Data for the task:

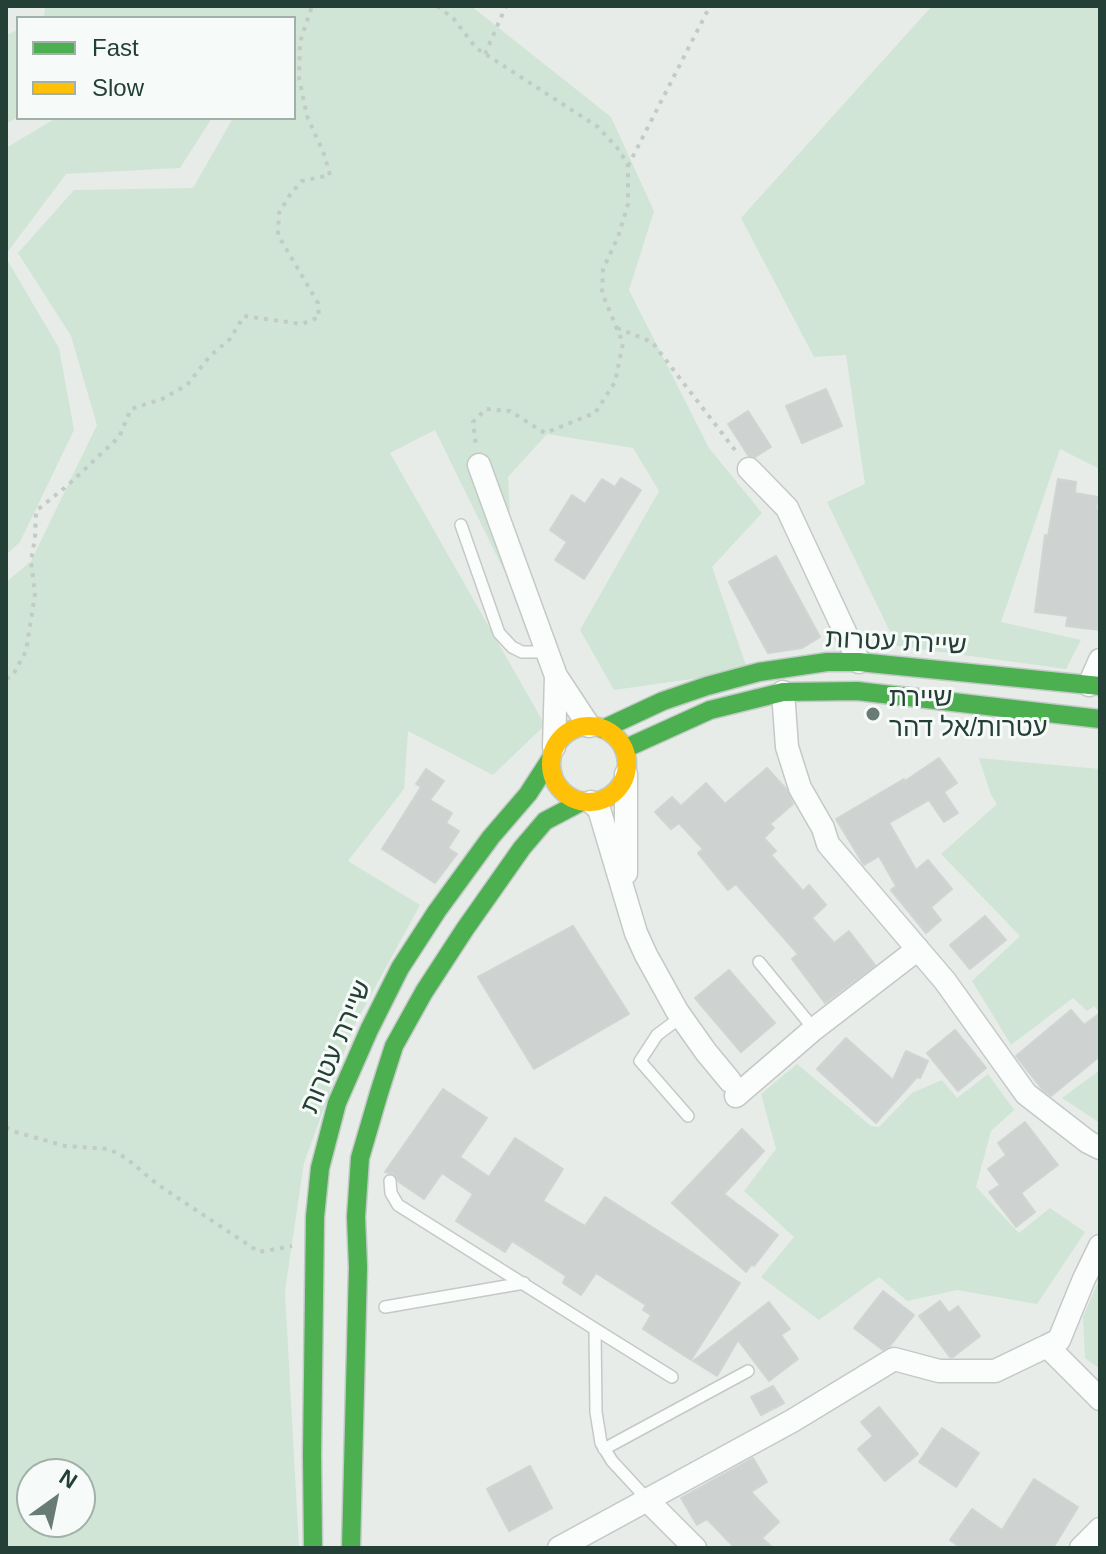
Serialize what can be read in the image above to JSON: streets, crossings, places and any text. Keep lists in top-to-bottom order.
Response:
{
  "streets": {
    "main road": ["שיירת עטרות"]
  },
  "places": ["שיירת עטרות/אל דהר"],
  "legend": ["Fast", "Slow"],
  "north": "top right"
}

What you will do:
Could you reproduce every entry exactly, leaving out the pictures?

Answer section:
Serialize what can be read in the image above to JSON: streets, crossings, places and any text. Keep lists in top-to-bottom order.
Response:
{
  "streets": {
    "main road": ["שיירת עטרות"]
  },
  "places": ["שיירת עטרות/אל דהר"],
  "legend": ["Fast", "Slow"],
  "north": "top right"
}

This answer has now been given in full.